Пальцы прыскают в кулачок, и, кажется, не сними режиссёр этот фильм, жизнь текла бы своим чередом.
– А как кино называется? – хочет сгладить Вова.
– Называется "Папик", – не оставляет шансов Копылов.
Травля начинается с имени. Если его нет, имя нужно придумать. Коверкается фамилия, склоняется отчество, подбираются рифмы и образы. Никто никогда не унижает человека. На это стоит блок, божественный запрет. Человек – это всегда подобие: унижаешь его, значит, унижаешь себя. Требуется магическая формула, особое расчеловечивающее имя, желательно среднего рода, устраняющее неудобный барьер. Так в тюрьме, так на войне. Так в школе. Петух, стукач, дрищ, обезьяна, бомж, крыса, очкарик – всё это нужно, чтобы не увидеть человека.
Пальцы не смогли зацепиться об имя, а история с фотографией вскоре забылась.

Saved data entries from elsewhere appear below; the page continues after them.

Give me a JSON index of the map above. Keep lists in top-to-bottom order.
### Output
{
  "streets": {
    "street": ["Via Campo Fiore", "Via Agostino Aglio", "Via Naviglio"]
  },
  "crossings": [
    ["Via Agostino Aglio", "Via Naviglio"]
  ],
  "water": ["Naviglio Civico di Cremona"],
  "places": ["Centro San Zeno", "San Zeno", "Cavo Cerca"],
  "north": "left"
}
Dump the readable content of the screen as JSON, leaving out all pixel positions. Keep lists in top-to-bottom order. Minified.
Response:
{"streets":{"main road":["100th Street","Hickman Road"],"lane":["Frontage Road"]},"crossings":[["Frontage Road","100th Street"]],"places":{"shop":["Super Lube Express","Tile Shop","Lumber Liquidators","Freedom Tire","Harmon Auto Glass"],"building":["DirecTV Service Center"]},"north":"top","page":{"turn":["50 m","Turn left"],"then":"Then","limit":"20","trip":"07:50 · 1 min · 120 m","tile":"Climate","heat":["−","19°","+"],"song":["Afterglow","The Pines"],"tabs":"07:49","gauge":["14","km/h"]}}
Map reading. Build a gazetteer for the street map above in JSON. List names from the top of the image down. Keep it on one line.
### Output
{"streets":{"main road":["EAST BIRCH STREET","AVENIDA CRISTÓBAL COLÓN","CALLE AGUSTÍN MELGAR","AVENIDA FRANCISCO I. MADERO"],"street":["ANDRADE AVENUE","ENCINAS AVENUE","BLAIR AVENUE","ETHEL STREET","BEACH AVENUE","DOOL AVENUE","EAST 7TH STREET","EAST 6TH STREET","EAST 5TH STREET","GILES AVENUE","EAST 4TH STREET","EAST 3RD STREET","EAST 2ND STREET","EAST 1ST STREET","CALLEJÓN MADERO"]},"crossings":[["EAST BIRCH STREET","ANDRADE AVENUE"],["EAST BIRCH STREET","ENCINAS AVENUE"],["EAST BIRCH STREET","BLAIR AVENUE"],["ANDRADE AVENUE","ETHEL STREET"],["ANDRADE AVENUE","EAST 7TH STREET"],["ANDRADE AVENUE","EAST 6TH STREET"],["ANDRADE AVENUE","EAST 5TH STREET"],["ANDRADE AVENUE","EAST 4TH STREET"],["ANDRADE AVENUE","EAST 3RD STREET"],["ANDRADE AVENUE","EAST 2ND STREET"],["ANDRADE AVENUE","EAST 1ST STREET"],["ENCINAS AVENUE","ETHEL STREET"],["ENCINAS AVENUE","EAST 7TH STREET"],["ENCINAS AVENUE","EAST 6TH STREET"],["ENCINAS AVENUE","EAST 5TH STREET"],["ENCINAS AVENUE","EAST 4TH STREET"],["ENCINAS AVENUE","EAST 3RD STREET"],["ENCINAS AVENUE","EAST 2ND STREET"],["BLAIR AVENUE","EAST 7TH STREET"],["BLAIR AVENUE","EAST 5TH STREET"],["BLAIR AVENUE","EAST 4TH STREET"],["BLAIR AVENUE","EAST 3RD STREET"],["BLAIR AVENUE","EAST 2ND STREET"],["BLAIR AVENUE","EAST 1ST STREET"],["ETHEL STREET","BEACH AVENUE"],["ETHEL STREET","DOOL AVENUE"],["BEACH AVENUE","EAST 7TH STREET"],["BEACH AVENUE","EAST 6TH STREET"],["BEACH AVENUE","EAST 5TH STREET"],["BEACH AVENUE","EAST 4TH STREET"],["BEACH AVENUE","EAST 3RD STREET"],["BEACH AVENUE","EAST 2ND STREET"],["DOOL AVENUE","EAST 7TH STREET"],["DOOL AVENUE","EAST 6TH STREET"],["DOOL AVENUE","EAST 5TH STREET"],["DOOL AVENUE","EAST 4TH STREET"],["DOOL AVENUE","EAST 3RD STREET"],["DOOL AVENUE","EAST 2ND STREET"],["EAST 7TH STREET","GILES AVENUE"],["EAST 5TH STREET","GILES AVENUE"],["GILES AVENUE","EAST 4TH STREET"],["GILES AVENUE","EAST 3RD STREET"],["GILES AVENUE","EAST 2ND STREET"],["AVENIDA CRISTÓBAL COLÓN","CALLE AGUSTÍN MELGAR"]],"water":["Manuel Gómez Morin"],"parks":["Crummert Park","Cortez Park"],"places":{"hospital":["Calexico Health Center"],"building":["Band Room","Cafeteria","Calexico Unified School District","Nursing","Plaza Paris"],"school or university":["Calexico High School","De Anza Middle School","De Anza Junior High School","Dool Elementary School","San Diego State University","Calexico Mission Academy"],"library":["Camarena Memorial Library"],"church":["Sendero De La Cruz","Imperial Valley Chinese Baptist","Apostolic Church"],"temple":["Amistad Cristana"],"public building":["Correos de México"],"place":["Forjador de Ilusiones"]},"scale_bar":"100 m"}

Вот почему припомнилось, как один раз, придя в гости, Пальцы столкнулись с отцом, который как назло был в одних трусах, вываливаясь оттуда могучим телом. Были оценены усы, зажмурившийся глаз, лицо, уминающее еду, непонятные слова, работа охранником и куча других мелочей, которые не замечаешь, когда живёшь рядом. Прямо в дверях отец явил живое доказательство того, что травля не ошиблась, она искала, нашла и теперь была готова по-настоящему развернуться.
Весь ужас был в том, что в школе травили отца.
Это стало понятно не сразу, а только после доверительного звонка Фурсы, с ленцой доложившего, что ежедневные приколы про живот и усы – это приколы родственные. Толя не догадывался, что где-то внутри это было давно известно, просто не признавалось за правду. Пальцы издевались над абстракцией, не имеющей конкретного воплощения, а как только образ приобретёт фамильное сходство, как только отец будет назван отцом, шутники незамедлительно понесут наказание. Пока же это игра. Пальцы опасаются назвать её нужным именем, значит – уважают, а то и боятся, поэтому вынуждены юлить вдали от прямых оскорблений. Папик – это совсем не отец, тем более Папик не может обижать кого-то другого, ибо обида возникает из воспринимаемого сходства, а его как раз не было. Стоит Пальцам начертить точное семейное древо, как их вина станет очевидна и последует неминуемое возмездие.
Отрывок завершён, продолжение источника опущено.